One of the things I love most about working in storytelling is that I am dealing with something that is already so familiar to people. Things would be a lot more challenging if I had to help leaders use quantum physics to transform brands, businesses and people. In this regard, I am blessed.
Storytelling is how we naturally communicate with each other. Ever since early hunters first gestured to each other in front of a fire, storytelling has been the way we most readily convey thoughts, feelings and experiences to other people. Stories work because we are, as humans, already hard-wired to hear, comprehend and remember them. Stories help us absorb and process information better, making us infinitely more likely to recall that information and act on it; which is why storytelling has always been so effective for leaders.
Dr. Howard Gardner – a professor at the Harvard School of Education and a thought leader in the way people think – has done a lot of work to link the way we cognitively process information to leadership; and he says, “The single most effective tool a leader has is story.” Here’s why.
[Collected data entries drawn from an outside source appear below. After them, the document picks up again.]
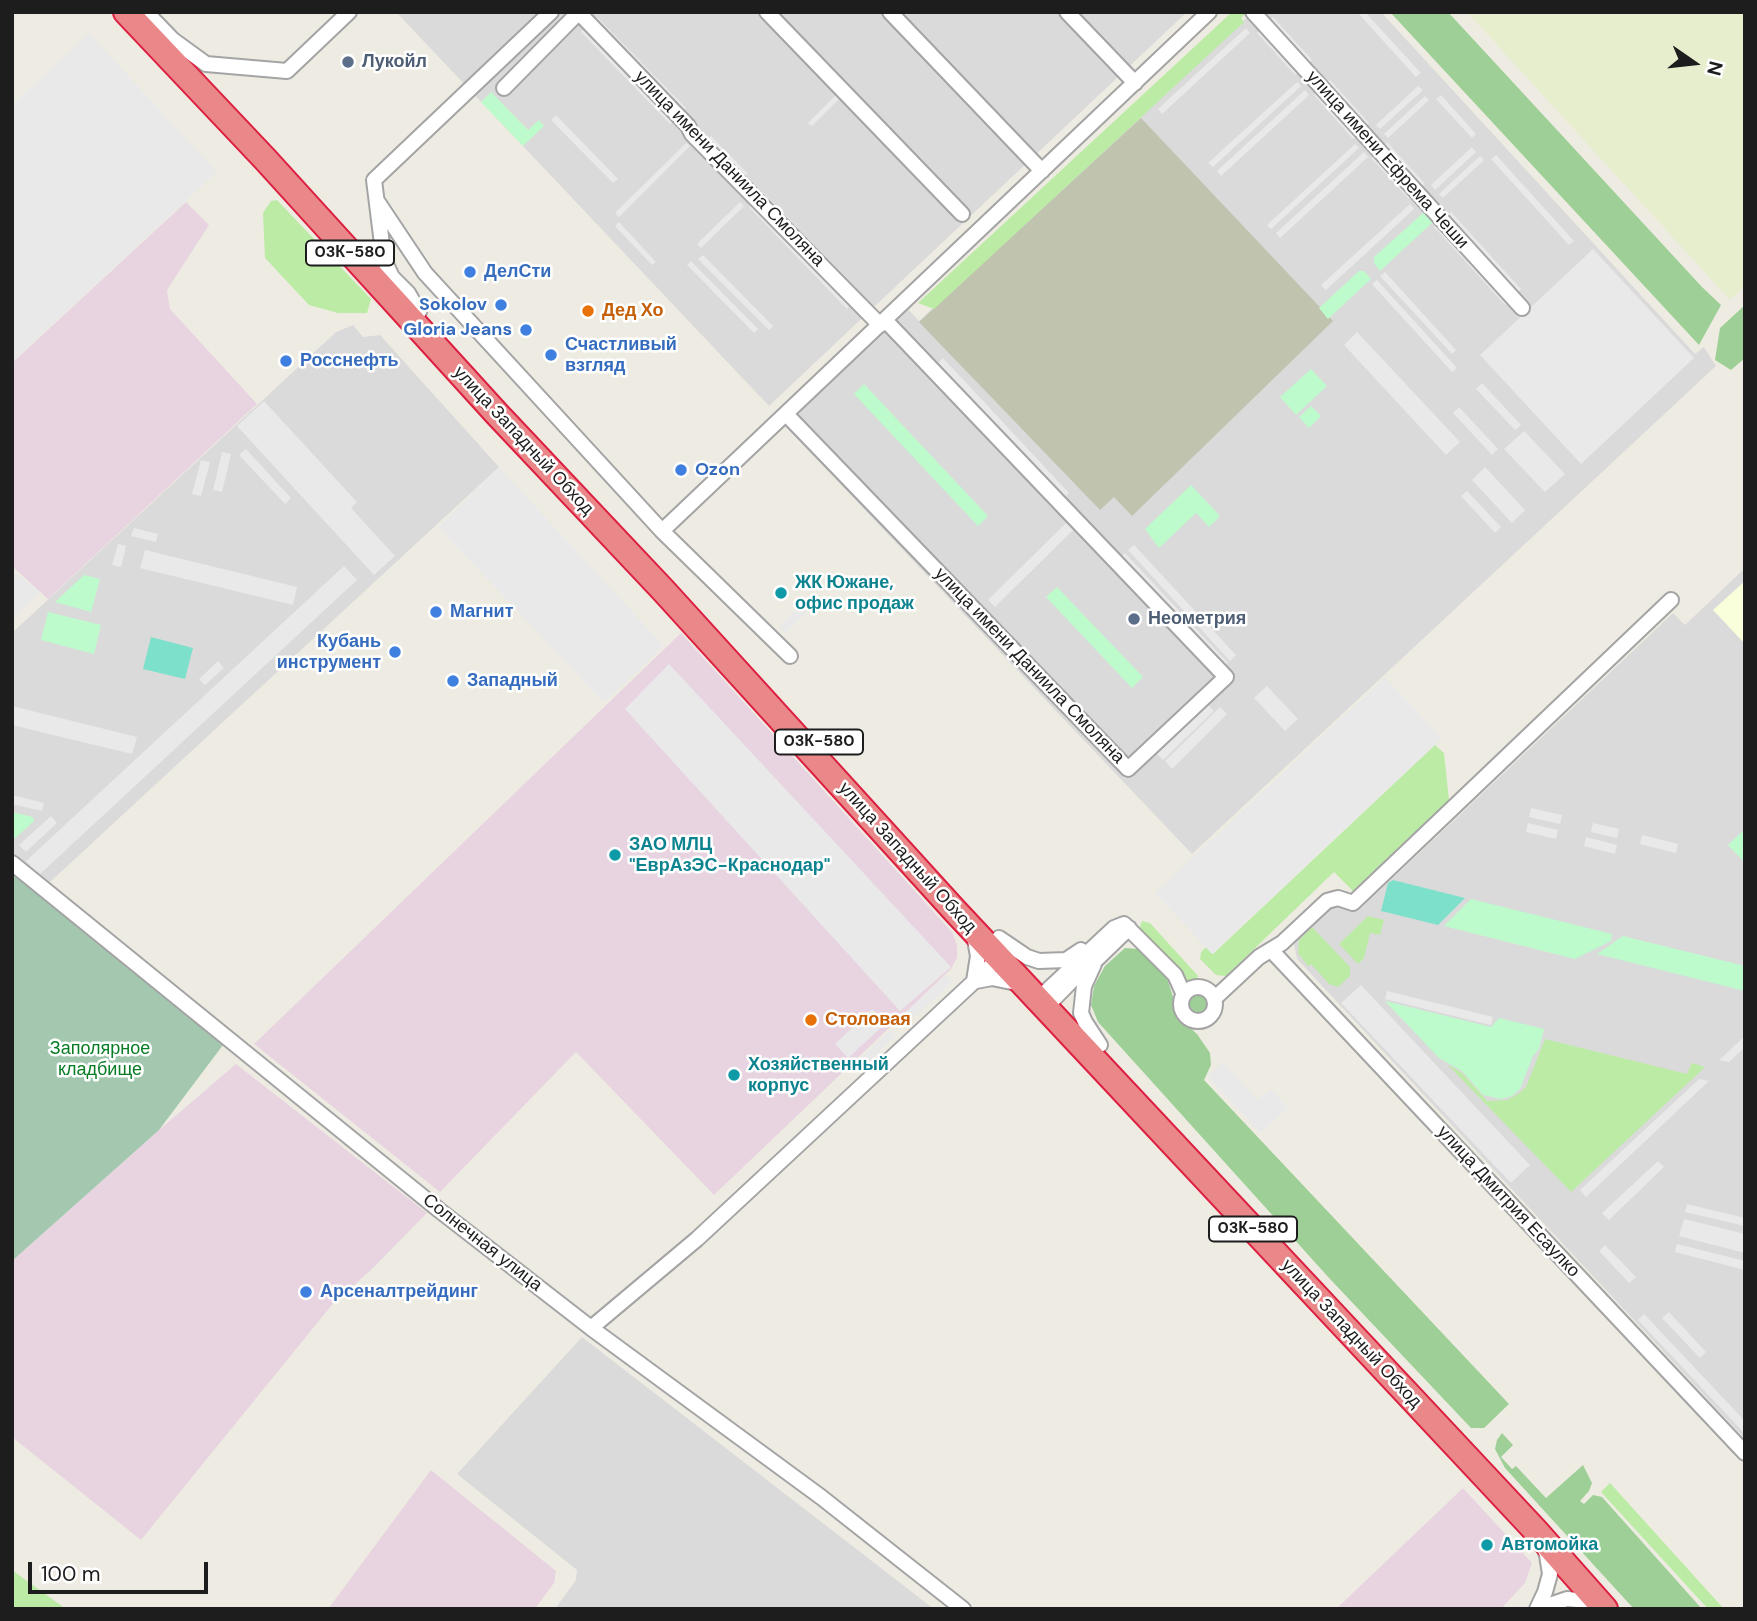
<!DOCTYPE html>
<html>
<head>
<meta charset="utf-8">
<style>
  body { margin:0 }
  #map { position:relative; width:1757px; height:1621px; overflow:hidden; background:#eeece2; font-family:"DM Sans",sans-serif }
  canvas { display:block }
  .frame { position:absolute; inset:0; border:14px solid #1d1d1d; pointer-events:none }
  .north { position:absolute; left:1659px; top:28px; width:70px; height:70px; -webkit-text-stroke:5px #fff; paint-order:stroke; rotate:104deg; font-size:19px; font-weight:700; line-height:28px; text-align:center; color:#1d1d1d }
  .north::after { content:''; display:block; margin:auto; width:24px; height:32px; background:#1d1d1d; clip-path:polygon(50% 0,100% 100%,50% 72%,0 100%) }
  .scale { position:absolute; left:28px; top:1562px; width:180px; height:32px; box-sizing:border-box; border:4px solid #1d1d1d; border-top:0; padding-left:9px; font-size:21px; line-height:24px; white-space:nowrap; color:#1d1d1d; -webkit-text-stroke:5px #fff; paint-order:stroke }
</style>
</head>
<body>
<div id="map">
<canvas width="1757" height="1621"></canvas>
<div class="frame"></div>
<div class="north">N</div>
<div class="scale">100 m</div>
</div>
<script>
const ctx = document.querySelector('canvas').getContext('2d');
ctx.lineJoin = 'round';
function fill(path, color) { ctx.fillStyle = color; ctx.fill(path, 'evenodd'); }
const poly = rows => new Path2D(rows.map(r => 'M' + r).join(''));
function trace(path, color, width, dash) { ctx.strokeStyle = color; ctx.lineWidth = width; ctx.lineCap = dash ? 'butt' : 'round'; ctx.setLineDash(dash || []); ctx.stroke(path); }
function label(font, color, halo, rows, align = 'center') {
  ctx.font = font + ' "DM Sans",sans-serif'; ctx.lineWidth = 5; ctx.setLineDash([]); ctx.textBaseline = 'middle'; ctx.strokeStyle = halo; ctx.fillStyle = color; for (const [text, x, y, turn = 0] of rows) {
    ctx.save(); ctx.translate(x, y); ctx.rotate((+turn || 0) * Math.PI / 180); ctx.textAlign = isNaN(turn) ? turn : align; if (halo) ctx.strokeText(text, 0, 0); ctx.fillText(text, 0, 0); ctx.restore();
  }
}
const residential = poly([
  [396,12,1187,12,769,406],
  [1253,12,1381,12,1695,354,1704,347,1716,366,1192,854,785,426,908,309,919,321],
  [353,325,363,337,380,335,499,467,50,882,12,852,12,633,336,332],
  [1745,568,1745,1439,1297,959,1294,945,1296,939,1332,905,1357,912,1673,613,1685,625],
  [582,1337,934,1609,555,1609,576,1580,577,1570,457,1474]
]);
const industrial = poly([
  [186,202,209,225,167,290,170,309,257,404,48,599,12,566,12,363],
  [681,633,952,932,957,945,957,958,951,969,714,1195,576,1052,440,1192,254,1044],
  [236,1064,427,1213,373,1268,331,1306,141,1540,12,1437,12,1261,159,1130],
  [431,1470,556,1571,554,1583,535,1609,328,1609],
  [1463,1488,1532,1563,1525,1583,1501,1609,1336,1609]
]);
const education = poly([
  [1745,581,1745,644,1713,610]
]);
const construction = poly([
  [1141,118,1333,321,1132,516,1114,497,1100,510,919,322]
]);
const farmland = poly([
  [1467,12,1745,12,1745,286,1730,300]
]);
const grass = poly([
  [1232,12,1244,12,1245,14,1241,18,1244,22,934,309,918,303],
  [277,200,371,299,367,313,338,313,309,305,265,258,263,213,271,201],
  [1435,745,1444,753,1449,800,1353,891,1334,872,1226,976,1216,975,1200,959,1201,952,1206,947,1213,954],
  [1368,916,1384,920,1380,935,1370,933,1364,958,1358,964,1339,944],
  [1142,921,1150,923,1198,976,1196,983,1190,983,1141,932,1139,929],
  [1312,927,1350,967,1350,976,1338,987,1329,984,1311,964,1308,966,1298,953,1299,940],
  [1545,1039,1687,1074,1692,1063,1705,1067,1571,1192,1447,1064,1462,1073,1487,1101,1507,1100,1518,1094,1526,1087],
  [1610,1483,1724,1609,1708,1609,1601,1492],
  [12,1570,66,1609,12,1609]
]);
const forest = poly([
  [1390,12,1448,12,1702,287,1721,305,1699,345],
  [1745,305,1745,358,1731,370,1715,360,1720,328],
  [1125,948,1138,949,1144,952,1167,978,1180,1019,1197,1034,1210,1053,1211,1065,1204,1080,1509,1404,1484,1428,1471,1428,1330,1279,1098,1022,1091,1005,1094,986,1105,966],
  '1186 1004a11 11 0 1 1 22 0a11 11 0 1 1-22 0Z',
  [1502,1433,1513,1445,1501,1457,1512,1469,1516,1466,1546,1498,1583,1465,1592,1483,1589,1491,1580,1501,1584,1504,1593,1495,1602,1497,1702,1609,1634,1609,1505,1468,1495,1449,1497,1440]
]);
const cemetery = poly([
  [12,871,223,1045,159,1130,12,1261]
]);
const park = poly([
  [491,92,528,130,539,120,544,126,523,146,481,102],
  [1423,213,1433,222,1380,271,1374,263,1374,257],
  [1359,271,1364,271,1371,279,1328,319,1319,308],
  [1311,369,1327,386,1296,415,1280,397],
  [864,384,988,516,978,526,854,394],
  [1311,406,1321,416,1309,428,1299,417],
  [1191,485,1220,516,1209,527,1196,513,1159,548,1145,529],
  [84,575,100,579,91,612,55,602],
  [1057,587,1143,677,1132,688,1046,597],
  [48,612,101,625,94,654,41,640],
  [12,812,33,817,34,821,12,841],
  [1745,829,1745,863,1728,845],
  [1471,899,1612,934,1611,941,1575,959,1444,926],
  [1623,936,1745,966,1745,991,1597,954],
  [1385,1001,1491,1027,1499,1018,1544,1029,1539,1049,1533,1056,1520,1089,1512,1096,1501,1099,1483,1095,1462,1071,1439,1058]
]);
const pitch = poly([
  [151,637,193,648,185,679,143,669],
  [1393,880,1465,898,1438,925,1381,911,1388,883]
]);
const parking = poly([
  [1357,12,1365,12,1421,73,1416,77],
  [597,17,686,108,681,113,592,21],
  [1273,17,1312,60,1307,65,1268,21],
  [585,27,675,119,670,124,581,32],
  [1246,28,1250,33,1162,114,1158,109],
  [1261,29,1300,71,1295,75,1257,33],
  [89,33,217,172,12,362,12,105],
  [1330,80,1369,123,1365,127,1326,84],
  [1297,82,1301,86,1213,167,1208,163],
  [1418,86,1423,90,1380,129,1376,125],
  [1305,90,1309,95,1221,176,1217,171],
  [1318,91,1358,134,1353,139,1314,95],
  [837,94,841,97,812,126,808,123],
  [1441,95,1476,134,1472,138,1436,99],
  [1425,96,1429,100,1388,138,1384,134],
  [556,115,618,179,613,183,551,120],
  [711,136,748,174,743,178,706,140],
  [1387,142,1425,184,1420,188,1383,147],
  [686,143,690,146,619,217,615,213],
  [1355,144,1359,148,1271,229,1267,225],
  [1472,147,1476,152,1435,190,1431,185],
  [1364,152,1368,157,1280,238,1276,233],
  [1375,154,1413,195,1409,199,1371,158],
  [1496,155,1574,241,1569,245,1491,159],
  [1480,156,1484,160,1443,198,1439,194],
  [763,192,862,294,858,298,759,197],
  [740,202,744,206,701,248,697,244],
  [753,203,851,304,847,309,749,207],
  [1410,204,1414,209,1326,290,1321,285],
  [1451,212,1521,289,1517,294,1446,216],
  [619,222,656,262,652,265,615,226],
  [1439,223,1510,301,1505,305,1434,227],
  [1593,249,1694,358,1581,464,1480,355],
  [703,255,773,326,769,330,698,259],
  [691,261,758,329,754,333,687,265],
  [1385,272,1456,350,1452,354,1380,276],
  [1377,280,1457,368,1452,372,1372,284],
  [1357,332,1460,442,1446,455,1344,345],
  [943,358,1069,493,1063,499,937,364],
  [1482,383,1521,425,1515,430,1476,389],
  [264,401,357,502,351,508,395,556,374,575,237,426],
  [1459,407,1498,449,1492,455,1453,413],
  [1524,431,1565,474,1545,492,1504,449],
  [246,449,291,498,285,504,239,455],
  [222,452,231,454,222,492,213,490],
  [201,460,210,462,201,496,192,494],
  [499,467,664,646,604,703,438,527],
  [1485,467,1525,510,1512,523,1472,480],
  [1467,491,1501,527,1495,533,1461,496],
  [1066,523,1073,530,995,607,988,600],
  [134,528,158,534,156,542,131,536],
  [118,544,126,546,121,567,112,565],
  [1134,545,1236,655,1230,661,1128,550],
  [145,550,297,587,293,605,140,568],
  [1125,553,1228,663,1222,668,1119,558],
  [344,566,357,580,39,875,26,861],
  [12,570,40,592,12,621],
  [809,597,815,604,785,633,779,627],
  [981,622,1128,775,1125,779,978,626],
  [218,661,224,668,205,685,199,679],
  [669,664,951,967,900,1011,625,709],
  [1385,677,1442,738,1212,954,1155,893],
  [1267,686,1298,719,1285,731,1254,698],
  [1207,704,1214,711,1163,760,1156,753],
  [12,706,137,737,132,754,12,725],
  [1220,707,1227,714,1172,769,1165,761],
  [12,795,44,803,42,811,12,804],
  [1531,808,1562,815,1560,824,1529,817],
  [51,816,57,823,26,852,19,845],
  [1528,823,1558,830,1556,839,1526,832],
  [1593,823,1619,829,1617,838,1591,832],
  [1642,835,1678,844,1676,853,1640,844],
  [1586,837,1617,845,1615,854,1584,846],
  [946,975,953,981,916,1016,903,1015],
  [1361,985,1530,1165,1511,1183,1341,1003],
  [1387,991,1493,1017,1491,1025,1385,999],
  [872,1009,885,1024,848,1058,835,1044],
  [890,1030,896,1036,858,1072,852,1066],
  [1745,1036,1745,1047,1729,1062,1719,1060],
  [1223,1062,1258,1100,1271,1089,1288,1108,1260,1133,1207,1076],
  [1699,1079,1709,1081,1586,1197,1580,1190],
  [1658,1161,1664,1167,1609,1220,1602,1213],
  [1687,1204,1745,1218,1745,1226,1685,1212],
  [1684,1219,1745,1234,1745,1253,1679,1236],
  [1677,1244,1745,1261,1745,1270,1675,1252],
  [1605,1245,1636,1277,1629,1283,1599,1251],
  [1669,1312,1706,1352,1700,1358,1662,1318],
  [1644,1314,1745,1421,1745,1434,1638,1320]
]);
const street = poly([
  [146,12,173,40,206,64,287,71,349,12],
  [581,12,584,18,688,126,692,134,880,325],
  [767,12,962,214],
  [890,12,1042,171],
  [1067,12,1135,83],
  [1253,12,1522,308],
  [504,88,579,12],
  [377,201,425,273,662,531,790,656],
  [419,312,408,293,392,277,384,260,374,180,551,12],
  [786,414,1128,769,1226,677,885,320],
  [662,531,1209,12],
  [12,863,439,1210,591,1328,821,1497,963,1609],
  [974,935,978,956,974,981],
  [999,938,1027,957,1039,961,1066,960,1081,950],
  [1271,950,1745,1453],
  [1094,964,1084,986,1081,1013,1085,1022,1100,1045],
  [976,981,992,978,1021,984],
  '1181 1004a17 17 0 1 1 34 0a17 17 0 1 1-34 0Z',
  [1038,999,1114,928,1124,924,1175,975,1184,995],
  [1214,999,1259,957,1282,943,1327,901,1338,898,1353,903,1671,600],
  [1046,1007,1083,969,1097,959,1129,928],
  [591,1328,697,1239,1009,949],
  [1537,1609,1545,1592,1550,1574,1547,1555,1544,1547],
  [1538,1609,1567,1599,1588,1601,1597,1604]
]);
const highway = poly([
  [126,12,265,159,497,414,663,590,956,912,1535,1530,1605,1609]
]);
const markers = [
  [348,62,7,"#5c6f8a"],
  [470,272,7,"#3f7fe0"],
  [501,305,7,"#3f7fe0"],
  [588,311,7,"#e8710a"],
  [526,330,7,"#3f7fe0"],
  [551,355,7,"#3f7fe0"],
  [286,361,7,"#3f7fe0"],
  [681,470,7,"#3f7fe0"],
  [781,593,7,"#0f9aa8"],
  [436,612,7,"#3f7fe0"],
  [1134,619,7,"#5c6f8a"],
  [395,652,7,"#3f7fe0"],
  [453,681,7,"#3f7fe0"],
  [615,855,7,"#0f9aa8"],
  [811,1020,7,"#e8710a"],
  [734,1075,7,"#0f9aa8"],
  [306,1292,7,"#3f7fe0"],
  [1487,1545,7,"#0f9aa8"]
];
const shields = [
  [350,253,88],
  [819,742,88],
  [1253,1229,88]
];
const shieldNames = [
  ["03К-580",350,253],
  ["03К-580",819,742],
  ["03К-580",1253,1229]
];
const serviceNames = [
  ["Лукойл",362,62],
  ["Неометрия",1148,619]
];
const streetNames = [
  ["улица имени Ефрема Чеши",1387,160,48],
  ["улица имени Даниила Смоляна",729,169,46],
  ["улица Западный Обход",523,441,47],
  ["улица имени Даниила Смоляна",1029,666,46],
  ["улица Западный Обход",907,858,48],
  ["улица Дмитрия Есаулко",1508,1202,47],
  ["Солнечная улица",482,1243,38],
  ["улица Западный Обход",1351,1334,47]
];
const shopNames = [
  ["ДелСти",484,272],
  ["Sokolov",487,305,"right"],
  ["Gloria Jeans",512,330,"right"],
  ["Счастливый",565,345],
  ["взгляд",565,366],
  ["Росснефть",300,361],
  ["Ozon",695,470],
  ["Магнит",450,612],
  ["Кубань",381,642,"right"],
  ["инструмент",381,663,"right"],
  ["Западный",467,681],
  ["Арсеналтрейдинг",320,1292]
];
const foodNames = [
  ["Дед Хо",602,311],
  ["Столовая",825,1020]
];
const cultureNames = [
  ["ЖК Южане,",795,583],
  ["офис продаж",795,604],
  ["ЗАО МЛЦ",629,845],
  ["\"ЕврАзЭС-Краснодар\"",629,866],
  ["Хозяйственный",748,1065],
  ["корпус",748,1086],
  ["Автомойка",1501,1545]
];
const parkNames = [
  ["Заполярное",100,1049],
  ["кладбище",100,1070]
];
fill(residential, '#dbdada');
fill(industrial, '#e8d4e1');
fill(education, '#f9ffdb');
fill(construction, '#c0c3ae');
fill(farmland, '#e6eecd');
fill(grass, '#bceba6');
fill(forest, '#9dcf96');
fill(cemetery, '#a3c8af');
fill(park, '#bdfbcc');
fill(pitch, '#7de0ca');
fill(parking, '#e9e9e9');
trace(street, '#a4a4a4', 18);
trace(highway, '#dd1f41', 28);
trace(street, '#fff', 14);
trace(highway, '#e98789', 24);
for (const [x, y, r, color] of markers) { const dot = new Path2D(); dot.arc(x, y, r, 0, 2 * Math.PI); ctx.fillStyle = color; ctx.fill(dot); trace(dot, '#fff', 2.5); }
for (const [x, y, w] of shields) { const box = new Path2D(); box.roundRect(x - w / 2, y - 12.5, w, 25, 5); ctx.fillStyle = '#fff'; ctx.fill(box); trace(box, '#1d1d1d', 2); }
label('bold 16px', '#1d1d1d', null, shieldNames);
label('bold 18px', '#4e5e75', '#fff', serviceNames, 'left');
label('18px', '#1d1d1d', '#fff', streetNames);
label('bold 18px', '#366cbe', '#fff', shopNames, 'left');
label('bold 18px', '#c56008', '#fff', foodNames, 'left');
label('bold 18px', '#0d838f', '#fff', cultureNames, 'left');
label('18px', '#087d25', '#fff', parkNames);
</script>
</body>
</html>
By the time we’re adults, the fundamentals in terms of the way we think are more or less set. So, for a leader to come in and try to do something transformational they often have to ask their team to revisit and challenge those fundamentals; and this is hard for many of us to do. To think that a leader can just deliver a message once to a team and that it will work with the established fundamentals of each individual in that team is misguided. Some might get the message if the way that leader delivered it synchs up with the way in which those people naturally process information. However, the chances of that one way of delivery working with the brains of everyone on a team are slim to none.
When a leader wraps his or her message in a story, they hit the brain from a variety of different angles. Stories are richer and more layered than pure information or directives. They use different stimuli and paint bigger mental pictures, so they tap into and use different parts of our brains at once and, at the same time, appeal to different brains and ways of thinking. Stories surround the brain with a message instead of just attacking it from one angle, increasing the chances of a leader’s message getting through to the very people he or she wants to, needs to act on that message.
So think about how you can wrap your important messages in story to make them more impactful. You see, stories work, because they’re in our nature.